As you can probably tell, Golf Club Wasteland doesn’t shy away from political themes and commentary, and in fact explicitly embraces them. Simić says they did want to veer far away from anything that could come off as preachy, and described Golf Club Wasteland as "anti-escapist entertainment" — it relates to real life, sure, and climate change is treated as a fact of reality, for instance. Berry adds that they wanted to be very explicit, too, about the idea that just moving to Mars to escape reality isn't an easy option for humanity.
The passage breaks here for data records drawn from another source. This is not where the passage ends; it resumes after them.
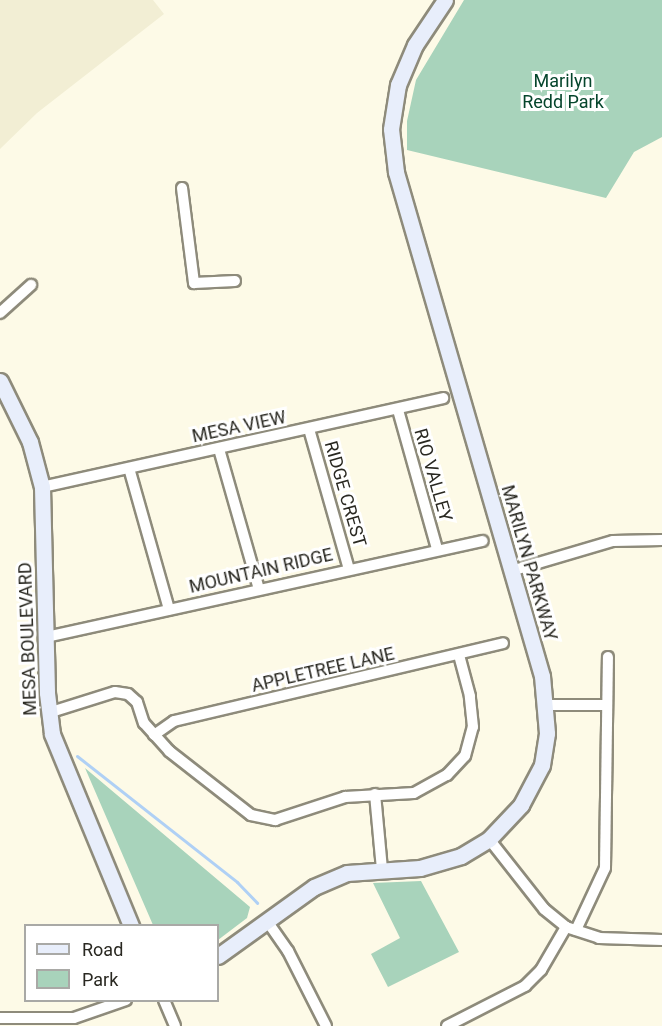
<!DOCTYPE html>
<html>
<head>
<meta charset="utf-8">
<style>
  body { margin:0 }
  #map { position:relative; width:662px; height:1026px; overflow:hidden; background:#fdfae7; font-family:Roboto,sans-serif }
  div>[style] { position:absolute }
  .built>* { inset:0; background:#f2eed4 }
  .green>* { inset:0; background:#a8d3bb }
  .stream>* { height:3px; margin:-1.5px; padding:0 1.5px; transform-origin:1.5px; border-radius:1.5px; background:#afd0f5 }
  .roads { filter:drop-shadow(2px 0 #8e8b7b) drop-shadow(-2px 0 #8e8b7b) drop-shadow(0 2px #8e8b7b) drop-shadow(0 -2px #8e8b7b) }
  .street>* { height:10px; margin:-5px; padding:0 5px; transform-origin:5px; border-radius:5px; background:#fff }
  .secondary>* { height:15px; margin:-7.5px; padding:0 7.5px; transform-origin:7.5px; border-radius:7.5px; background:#e8eefb }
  span { translate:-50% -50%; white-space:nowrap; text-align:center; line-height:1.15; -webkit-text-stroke:6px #fff; paint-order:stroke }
  .park-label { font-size:18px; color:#05452c }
  .street-label { font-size:18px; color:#292821 }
  .legend { position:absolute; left:24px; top:924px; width:195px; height:78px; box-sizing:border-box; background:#fff; border:2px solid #a9a9a6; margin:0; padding:8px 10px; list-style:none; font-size:18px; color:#292821 }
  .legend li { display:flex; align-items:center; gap:12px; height:30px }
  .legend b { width:30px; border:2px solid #a9a9a6 }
</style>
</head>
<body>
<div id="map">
  <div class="built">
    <div style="clip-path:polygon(0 0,153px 0,164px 14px,37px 113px,0 149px)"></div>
  </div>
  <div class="green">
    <div style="clip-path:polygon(464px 0,662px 0,662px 137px,634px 152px,606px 198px,407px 150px,407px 121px,416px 80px)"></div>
    <div style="clip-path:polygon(85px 768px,250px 907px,247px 918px,218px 940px,218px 926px,153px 925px)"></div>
    <div style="clip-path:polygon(421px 881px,459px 952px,388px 987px,371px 954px,400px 938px,373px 883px)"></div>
  </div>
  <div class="stream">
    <div style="left:77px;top:756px;width:204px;rotate:38.2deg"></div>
    <div style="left:237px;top:882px;width:29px;rotate:46deg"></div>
  </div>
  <div class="roads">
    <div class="street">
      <div style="left:182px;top:188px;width:96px;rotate:82.8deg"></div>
      <div style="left:194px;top:283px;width:41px;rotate:-2.8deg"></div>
      <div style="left:0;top:313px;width:42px;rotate:-42.1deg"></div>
      <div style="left:398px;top:410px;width:144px;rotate:74.3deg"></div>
      <div style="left:309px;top:429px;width:146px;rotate:74.1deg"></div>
      <div style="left:219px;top:449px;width:146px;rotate:74.1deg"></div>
      <div style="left:129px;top:468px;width:147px;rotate:74.2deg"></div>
      <div style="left:42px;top:487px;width:411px;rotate:-12.5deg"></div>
      <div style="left:511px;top:571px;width:106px;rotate:-16.4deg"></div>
      <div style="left:613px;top:541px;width:49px;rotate:-1.2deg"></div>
      <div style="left:46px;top:637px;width:447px;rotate:-12.4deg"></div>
      <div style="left:547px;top:705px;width:60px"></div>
      <div style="left:48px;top:713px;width:70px;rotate:-17.4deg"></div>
      <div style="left:115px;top:692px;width:13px;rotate:9deg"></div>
      <div style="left:128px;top:694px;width:12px;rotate:42deg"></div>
      <div style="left:137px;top:702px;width:22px;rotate:72deg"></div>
      <div style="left:144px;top:723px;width:38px;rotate:48deg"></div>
      <div style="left:169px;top:751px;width:104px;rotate:38deg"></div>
      <div style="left:251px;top:815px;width:25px;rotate:12deg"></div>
      <div style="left:275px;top:820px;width:74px;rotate:-18.2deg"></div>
      <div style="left:345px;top:797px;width:69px;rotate:-3.3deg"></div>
      <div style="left:414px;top:793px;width:38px;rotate:-29deg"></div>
      <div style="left:447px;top:775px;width:26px;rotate:-47deg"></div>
      <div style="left:465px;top:756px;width:30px;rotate:-75deg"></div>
      <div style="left:473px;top:727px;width:31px;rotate:-96deg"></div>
      <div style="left:470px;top:696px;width:42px;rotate:-105deg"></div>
      <div style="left:154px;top:735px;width:24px;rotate:-35deg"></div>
      <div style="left:174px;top:721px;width:338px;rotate:-13.3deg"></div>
      <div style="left:375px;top:794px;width:75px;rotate:84.7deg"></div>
      <div style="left:489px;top:839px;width:89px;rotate:51.8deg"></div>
      <div style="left:544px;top:909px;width:28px;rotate:39deg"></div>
      <div style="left:566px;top:927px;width:35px;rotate:18deg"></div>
      <div style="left:599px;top:938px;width:63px;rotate:1.8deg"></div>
      <div style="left:267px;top:921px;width:37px;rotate:55deg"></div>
      <div style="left:288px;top:951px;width:84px;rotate:63.1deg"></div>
      <div style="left:576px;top:930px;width:68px;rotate:-64.9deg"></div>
      <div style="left:605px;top:868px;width:211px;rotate:-89.2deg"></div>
      <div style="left:164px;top:1000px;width:28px;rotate:67deg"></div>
      <div style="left:0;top:1018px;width:74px"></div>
      <div style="left:74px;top:1018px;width:55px;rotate:-19.1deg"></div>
      <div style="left:447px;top:1026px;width:88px;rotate:-27.1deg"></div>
      <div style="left:525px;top:986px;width:23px;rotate:-45deg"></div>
      <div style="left:541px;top:970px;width:50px;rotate:-59.8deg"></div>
    </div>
    <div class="secondary">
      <div style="left:0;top:381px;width:68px;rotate:63.8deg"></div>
      <div style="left:30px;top:442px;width:47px;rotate:75.1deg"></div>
      <div style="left:42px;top:487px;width:206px;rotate:88.6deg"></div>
      <div style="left:47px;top:693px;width:41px;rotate:83deg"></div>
      <div style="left:52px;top:734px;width:208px;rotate:67.6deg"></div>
      <div style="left:218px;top:956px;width:118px;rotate:-35.7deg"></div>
      <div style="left:314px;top:887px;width:36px;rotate:-23deg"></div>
      <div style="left:347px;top:873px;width:73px;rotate:-3.9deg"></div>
      <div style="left:420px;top:868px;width:43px;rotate:-16.3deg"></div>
      <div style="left:461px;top:856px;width:33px;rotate:-31deg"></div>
      <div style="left:489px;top:839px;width:47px;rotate:-46.7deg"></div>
      <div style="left:521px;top:805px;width:45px;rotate:-62.3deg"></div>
      <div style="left:542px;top:765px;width:32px;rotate:-81deg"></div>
      <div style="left:547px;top:733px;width:57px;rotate:-95deg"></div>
      <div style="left:542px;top:676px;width:525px;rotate:-106.16deg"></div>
      <div style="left:396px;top:172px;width:43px;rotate:-96.6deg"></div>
      <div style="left:391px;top:129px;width:45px;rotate:-81deg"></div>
      <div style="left:398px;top:85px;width:43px;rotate:-67deg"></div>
      <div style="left:415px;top:45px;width:54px;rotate:-56.3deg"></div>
    </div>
  </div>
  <div class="park-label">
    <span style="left:563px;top:92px">Marilyn<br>Redd Park</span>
  </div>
  <div class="street-label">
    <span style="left:239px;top:427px;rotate:-12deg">MESA VIEW</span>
    <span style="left:433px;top:475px;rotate:74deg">RIO VALLEY</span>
    <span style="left:345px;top:494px;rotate:74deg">RIDGE CREST</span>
    <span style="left:529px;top:563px;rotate:74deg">MARILYN PARKWAY</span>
    <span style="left:261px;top:571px;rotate:-13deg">MOUNTAIN RIDGE</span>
    <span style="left:28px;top:639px;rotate:-92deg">MESA BOULEVARD</span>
    <span style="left:323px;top:670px;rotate:-13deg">APPLETREE LANE</span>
  </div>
  <ul class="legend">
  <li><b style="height:8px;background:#e8eefb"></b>Road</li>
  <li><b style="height:16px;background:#a8d3bb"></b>Park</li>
  </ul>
</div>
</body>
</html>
"We can barely live underwater, and we can barely live in a desert for a couple of weeks without major problems, and a lot of those problems stem from us being human and being emotional creatures...It's not going to be pretty moving to Mars," he says.
Simić adds: "Perhaps one thing that people could take away as a point or a message or something of that sort is in the stories in the Radio Nostalgia from Mars soundtrack, the stories are mostly just regular people of different nationalities who wrote together with me a memory from their past life on Earth, since they're recounting from Mars. And in reality, these memories are of simple things, like a walk in the park, cycling in your neighborhood, having coffee, singing, dancing with friends in Havana, in Italy, in Berlin, and so forth. So, these are things that we have now, but the radio and the game attempt to make you think of things that you have now as if you had lost them forever. That's an emotional kind of message."
Golf Club Wasteland was almost a hard sell for me given the thorough saturation of my daily life in alarming news headlines about a darkening future. I don't want to pretend there's anything soothing about the idea of any kind of apocalypse, especially one inevitably presided over by the 1%. But Golf Club Wasteland's portrayal had an alluring calm to it that worked for me precisely because of how at odds it was with its subject matter. If the rich play golf on our ruins, it will be precisely like this — serene, unbothered, and careless as a ball rolls through a broken satellite dish, slides down a bemused giraffe's neck, and lands with a soft thud on the ruined surface we used to live on.